In the first phase of the program transformation, “you’ll be able to walk up to a Global Entry kiosk, it will take your picture first instead of your passport and your fingerprints, and quickly enroll you and move you on,” McAleenan says Dec. 6 at the American Association of Airport Executives annual aviation security conference. “Eventually, though, we’d like to get your face capture on the move and if you’ve got something to declare you walk over to declare it, if not, you walk straight out, never stopping if you’re in Global Entry. That’s where we want to be within the next 18 to 24 months.”

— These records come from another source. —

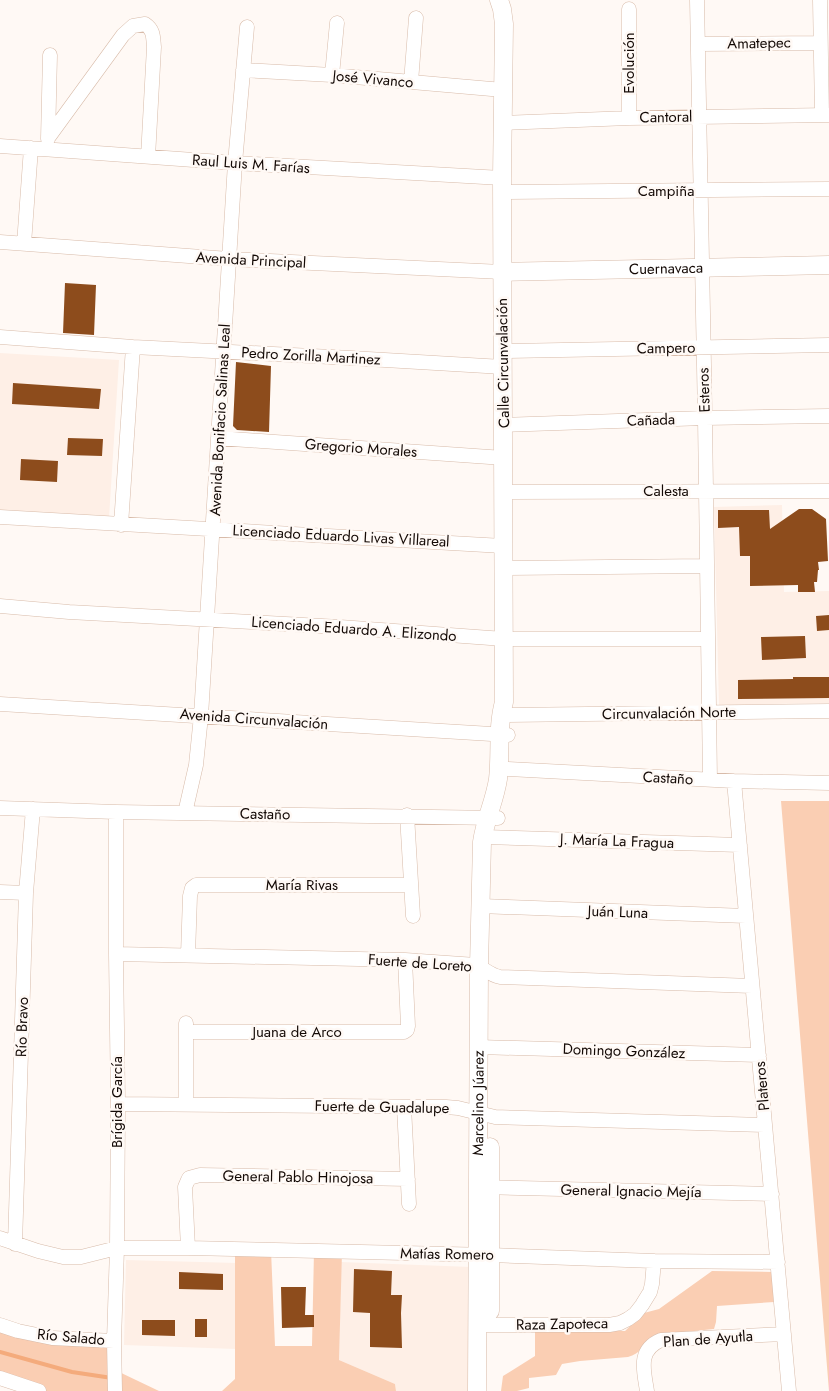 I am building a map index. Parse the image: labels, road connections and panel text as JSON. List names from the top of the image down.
{
  "streets": {
    "street": [
      "Amatepec",
      "Evolución",
      "José Vivanco",
      "Cantoral",
      "Raul Luis M. Farías",
      "Campiña",
      "Avenida Principal",
      "Cuernavaca",
      "Campero",
      "Pedro Zorilla Martinez",
      "Calle Circunvalación",
      "Esteros",
      "Avenida Bonifacio Salinas Leal",
      "Cañada",
      "Gregorio Morales",
      "Calesta",
      "Licenciado Eduardo Livas Villareal",
      "Licenciado Eduardo A. Elizondo",
      "Circunvalación Norte",
      "Avenida Circunvalación",
      "Castaño",
      "J. María La Fragua",
      "María Rivas",
      "Juán Luna",
      "Fuerte de Loreto",
      "Río Bravo",
      "Juana de Arco",
      "Domingo González",
      "Plateros",
      "Brígida García",
      "Marcelino Júarez",
      "Fuerte de Guadalupe",
      "General Pablo Hinojosa",
      "General Ignacio Mejía",
      "Matías Romero",
      "Raza Zapoteca",
      "Río Salado",
      "Plan de Ayutla"
    ]
  },
  "crossings": [
    ["Amatepec", "Esteros"],
    ["Evolución", "Cantoral"],
    ["José Vivanco", "Calle Circunvalación"],
    ["José Vivanco", "Avenida Bonifacio Salinas Leal"],
    ["Cantoral", "Calle Circunvalación"],
    ["Cantoral", "Esteros"],
    ["Raul Luis M. Farías", "Campiña"],
    ["Raul Luis M. Farías", "Calle Circunvalación"],
    ["Raul Luis M. Farías", "Avenida Bonifacio Salinas Leal"],
    ["Campiña", "Calle Circunvalación"],
    ["Campiña", "Esteros"],
    ["Avenida Principal", "Cuernavaca"],
    ["Avenida Principal", "Calle Circunvalación"],
    ["Avenida Principal", "Avenida Bonifacio Salinas Leal"],
    ["Cuernavaca", "Calle Circunvalación"],
    ["Cuernavaca", "Esteros"],
    ["Campero", "Pedro Zorilla Martinez"],
    ["Campero", "Calle Circunvalación"],
    ["Campero", "Esteros"],
    ["Pedro Zorilla Martinez", "Calle Circunvalación"],
    ["Pedro Zorilla Martinez", "Avenida Bonifacio Salinas Leal"],
    ["Calle Circunvalación", "Cañada"],
    ["Calle Circunvalación", "Gregorio Morales"],
    ["Calle Circunvalación", "Calesta"],
    ["Calle Circunvalación", "Licenciado Eduardo Livas Villareal"],
    ["Calle Circunvalación", "Licenciado Eduardo A. Elizondo"],
    ["Calle Circunvalación", "Circunvalación Norte"],
    ["Calle Circunvalación", "Avenida Circunvalación"],
    ["Calle Circunvalación", "Castaño"],
    ["Calle Circunvalación", "Marcelino Júarez"],
    ["Esteros", "Cañada"],
    ["Esteros", "Calesta"],
    ["Esteros", "Licenciado Eduardo A. Elizondo"],
    ["Esteros", "Circunvalación Norte"],
    ["Esteros", "Castaño"],
    ["Avenida Bonifacio Salinas Leal", "Gregorio Morales"],
    ["Avenida Bonifacio Salinas Leal", "Licenciado Eduardo Livas Villareal"],
    ["Avenida Bonifacio Salinas Leal", "Licenciado Eduardo A. Elizondo"],
    ["Avenida Bonifacio Salinas Leal", "Avenida Circunvalación"],
    ["Avenida Bonifacio Salinas Leal", "Castaño"],
    ["Castaño", "Río Bravo"],
    ["Castaño", "Plateros"],
    ["Castaño", "Brígida García"],
    ["Castaño", "Marcelino Júarez"],
    ["J. María La Fragua", "Plateros"],
    ["J. María La Fragua", "Marcelino Júarez"],
    ["María Rivas", "Fuerte de Loreto"],
    ["Juán Luna", "Plateros"],
    ["Juán Luna", "Marcelino Júarez"],
    ["Fuerte de Loreto", "Juana de Arco"],
    ["Fuerte de Loreto", "Plateros"],
    ["Fuerte de Loreto", "Brígida García"],
    ["Fuerte de Loreto", "Marcelino Júarez"],
    ["Río Bravo", "Matías Romero"],
    ["Juana de Arco", "Fuerte de Guadalupe"],
    ["Domingo González", "Plateros"],
    ["Domingo González", "Marcelino Júarez"],
    ["Plateros", "Fuerte de Guadalupe"],
    ["Plateros", "General Ignacio Mejía"],
    ["Plateros", "Matías Romero"],
    ["Plateros", "Plan de Ayutla"],
    ["Brígida García", "Fuerte de Guadalupe"],
    ["Brígida García", "Matías Romero"],
    ["Brígida García", "Río Salado"],
    ["Marcelino Júarez", "Fuerte de Guadalupe"],
    ["Marcelino Júarez", "General Ignacio Mejía"],
    ["Marcelino Júarez", "Matías Romero"],
    ["Marcelino Júarez", "Raza Zapoteca"],
    ["General Pablo Hinojosa", "Matías Romero"],
    ["Matías Romero", "Raza Zapoteca"]
  ]
}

CBP is currently evaluating facial recognition technology at eight airports as part of a decade-plus-old legislative mandate to use biometrics to ensure foreign nationals have left the U.S. in accordance with the terms of their visas. In addition to moving out on deploying facial recognition at airport departure gates for international fights, CBP has an effort underway to add the technology to the air arrivals process for all international travelers coming to the U.S. For the arrivals process, the camera technology could be at the CBP officers’ processing booths, somewhere else in the customs staging area, or in some type of mobile configuration.
Global Entry participants typically get to bypass the entry processing at CBP booths unless they have something to declare or for another reason such as a random inspection.

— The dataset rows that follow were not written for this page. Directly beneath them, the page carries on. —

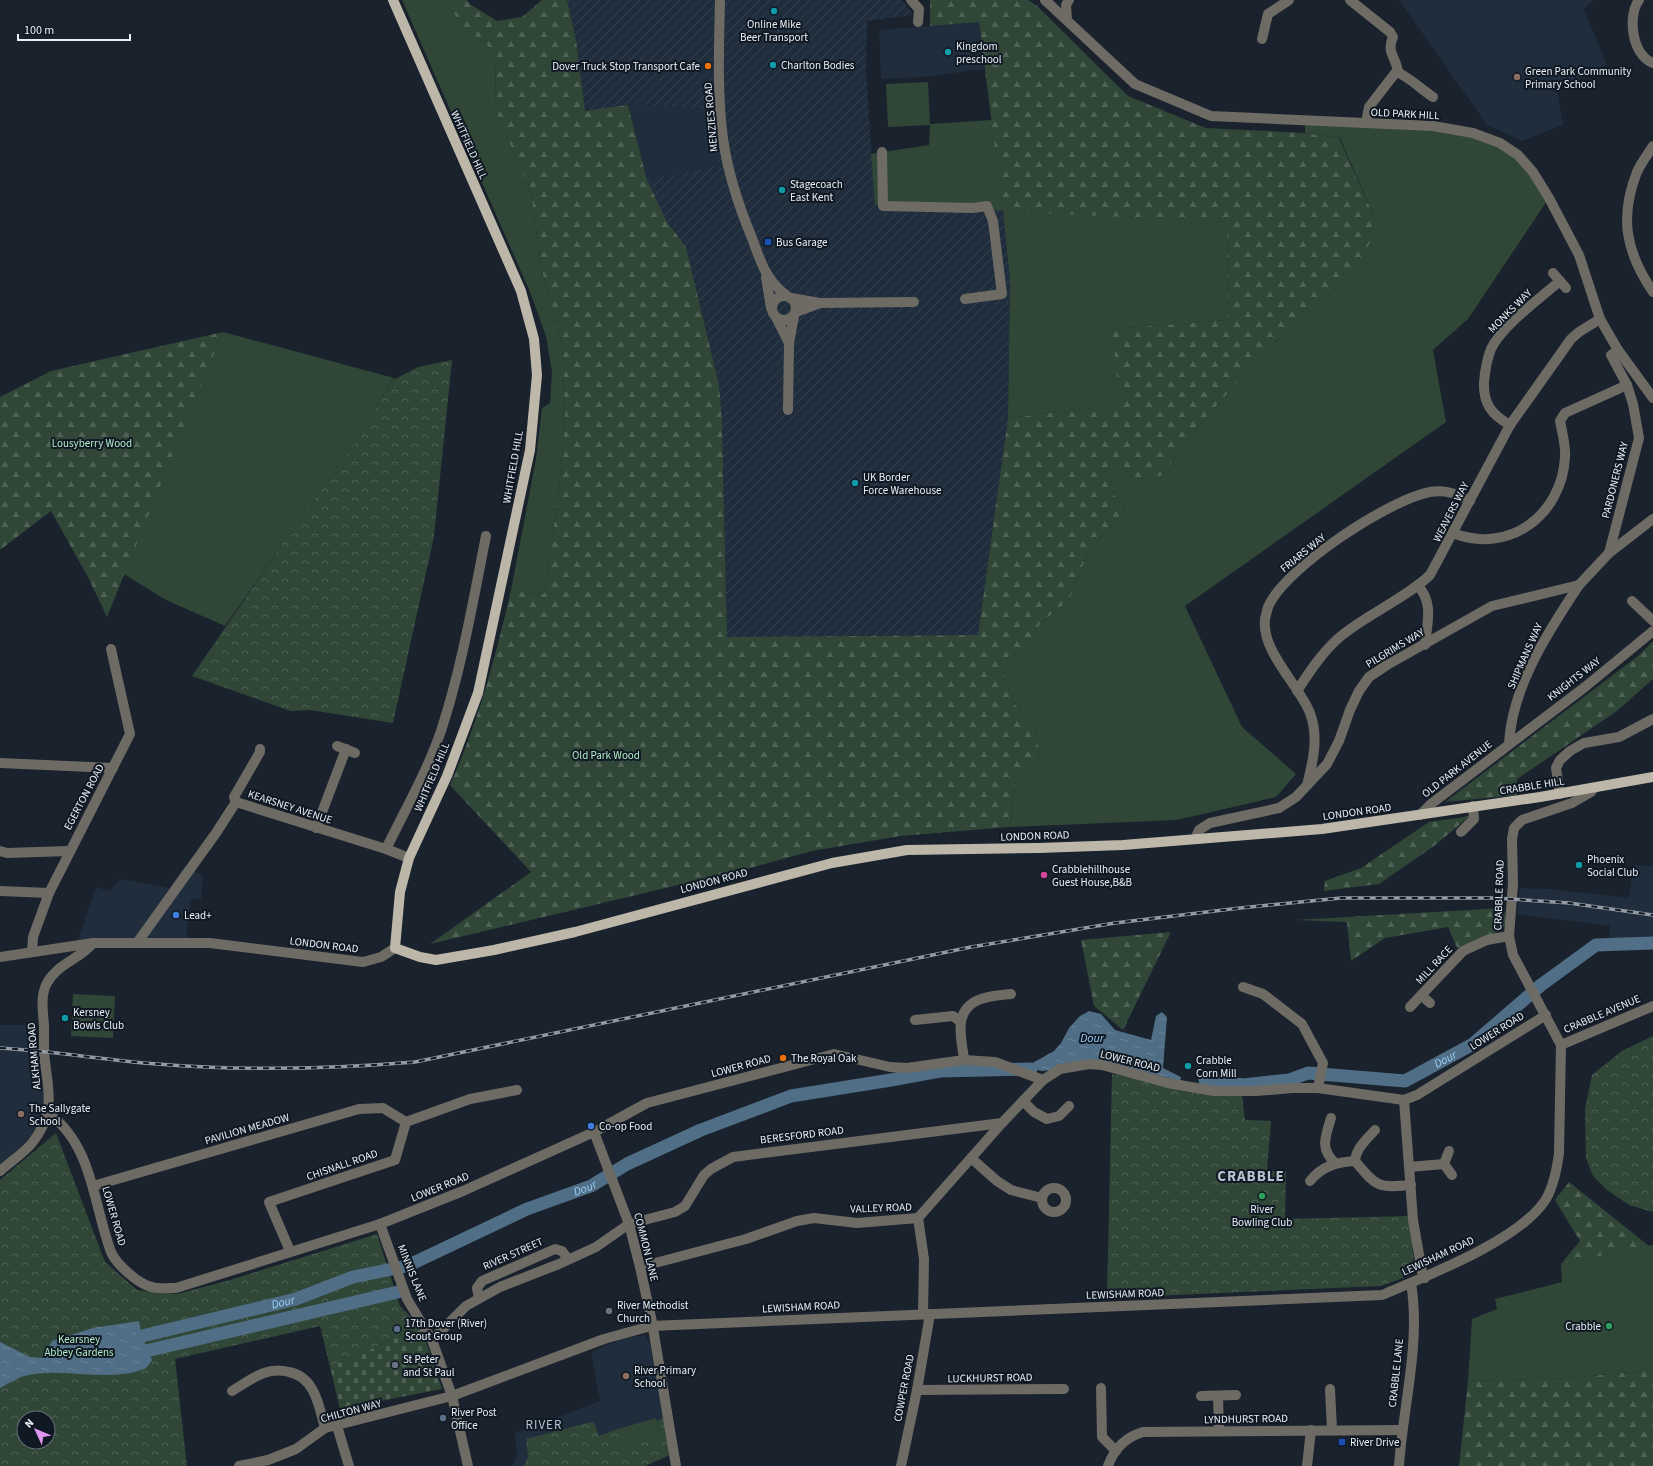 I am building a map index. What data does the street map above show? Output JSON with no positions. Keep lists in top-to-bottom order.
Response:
{
  "streets": {
    "main road": ["WHITFIELD HILL", "CRABBLE HILL", "LONDON ROAD"],
    "street": [
      "OLD PARK HILL",
      "MENZIES ROAD",
      "MONKS WAY",
      "PARDONERS WAY",
      "WEAVERS WAY",
      "FRIARS WAY",
      "PILGRIMS WAY",
      "SHIPMANS WAY",
      "KNIGHTS WAY",
      "OLD PARK AVENUE",
      "EGERTON ROAD",
      "KEARSNEY AVENUE",
      "CRABBLE ROAD",
      "MILL RACE",
      "CRABBLE AVENUE",
      "LOWER ROAD",
      "ALKHAM ROAD",
      "PAVILION MEADOW",
      "BERESFORD ROAD",
      "CHISNALL ROAD",
      "VALLEY ROAD",
      "COMMON LANE",
      "RIVER STREET",
      "LEWISHAM ROAD",
      "MINNIS LANE",
      "CRABBLE LANE",
      "LUCKHURST ROAD",
      "COWPER ROAD",
      "CHILTON WAY",
      "LYNDHURST ROAD"
    ]
  },
  "crossings": [
    ["OLD PARK HILL", "PARDONERS WAY"],
    ["OLD PARK HILL", "WEAVERS WAY"],
    ["WHITFIELD HILL", "KEARSNEY AVENUE"],
    ["WHITFIELD HILL", "LONDON ROAD"],
    ["MONKS WAY", "WEAVERS WAY"],
    ["WEAVERS WAY", "FRIARS WAY"],
    ["FRIARS WAY", "PILGRIMS WAY"],
    ["PILGRIMS WAY", "SHIPMANS WAY"],
    ["PILGRIMS WAY", "LONDON ROAD"],
    ["SHIPMANS WAY", "KNIGHTS WAY"],
    ["SHIPMANS WAY", "OLD PARK AVENUE"],
    ["KNIGHTS WAY", "OLD PARK AVENUE"],
    ["OLD PARK AVENUE", "LONDON ROAD"],
    ["CRABBLE HILL", "LONDON ROAD"],
    ["CRABBLE HILL", "CRABBLE ROAD"],
    ["EGERTON ROAD", "LONDON ROAD"],
    ["KEARSNEY AVENUE", "LONDON ROAD"],
    ["LONDON ROAD", "ALKHAM ROAD"],
    ["CRABBLE ROAD", "MILL RACE"],
    ["CRABBLE ROAD", "LEWISHAM ROAD"],
    ["CRABBLE AVENUE", "LEWISHAM ROAD"],
    ["LOWER ROAD", "ALKHAM ROAD"],
    ["LOWER ROAD", "PAVILION MEADOW"],
    ["LOWER ROAD", "CHISNALL ROAD"],
    ["LOWER ROAD", "VALLEY ROAD"],
    ["LOWER ROAD", "COMMON LANE"],
    ["LOWER ROAD", "LEWISHAM ROAD"],
    ["LOWER ROAD", "MINNIS LANE"],
    ["PAVILION MEADOW", "CHISNALL ROAD"],
    ["BERESFORD ROAD", "VALLEY ROAD"],
    ["BERESFORD ROAD", "COMMON LANE"],
    ["VALLEY ROAD", "COMMON LANE"],
    ["VALLEY ROAD", "COWPER ROAD"],
    ["COMMON LANE", "LEWISHAM ROAD"],
    ["LEWISHAM ROAD", "MINNIS LANE"],
    ["LEWISHAM ROAD", "CRABBLE LANE"],
    ["LEWISHAM ROAD", "COWPER ROAD"],
    ["LEWISHAM ROAD", "CHILTON WAY"],
    ["MINNIS LANE", "CHILTON WAY"],
    ["CRABBLE LANE", "LYNDHURST ROAD"],
    ["LUCKHURST ROAD", "COWPER ROAD"]
  ],
  "districts": ["CRABBLE", "RIVER"],
  "water": ["Dour"],
  "parks": ["Lousyberry Wood", "Old Park Wood", "Kearsney Abbey Gardens"],
  "places": {
    "other": [
      "Online Mike Beer Transport",
      "Kingdom preschool",
      "Charlton Bodies",
      "Dover Truck Stop Transport Cafe",
      "Green Park Community Primary School",
      "Stagecoach East Kent",
      "UK Border Force Warehouse",
      "Phoenix Social Club",
      "Crabblehillhouse Guest House,B&B",
      "Lead+",
      "Kersney Bowls Club",
      "The Royal Oak",
      "Crabble Corn Mill",
      "The Sallygate School",
      "Co-op Food",
      "River Bowling Club",
      "River Methodist Church",
      "Crabble",
      "17th Dover (River) Scout Group",
      "St Peter and St Paul",
      "River Primary School",
      "River Post Office"
    ],
    "transit": ["Bus Garage", "River Drive"]
  },
  "scale_bar": "100 m",
  "north": "top left"
}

McAleenan describes the results of the biometric exit evaluations as “outstanding,” saying that through June of this year more than 100,000 travelers leaving the U.S. by air have had their identities verified with a match rate of 97.5 percent. He also says the technology hasn’t slowed the boarding process for the flights.
CBP sees facial recognition as the key enabler for transforming the travel process, at least for operations, and potentially airports and airlines. The agency temporarily stores the biometrics of all travelers on international flights in backend cloud service called the Traveler Verification System (TVS).
The TVS system, which is expected to be fully scaled early in 2018 by Unisys [UIS], contains photo galleries for fliers that CBP is offering its partners in the aviation community to access so that they can help make the travel process more convenient and seamless for their customers. JetBlue [JBLU] is using facial recognition in lieu of a boarding pass for one flight each day from Boston to Aruba in conjunction with CBP using the technology as part of its biometric exit evaluations.
“It really looks like the future to me,” McAleenan says of the Boston to Aruba flight. Delta Airlines [DAL] is also soon expected to begin using facial recognition technology instead of a boarding pass for fliers on select international flights out of Atlanta as part of the ongoing CBP evaluations, he said.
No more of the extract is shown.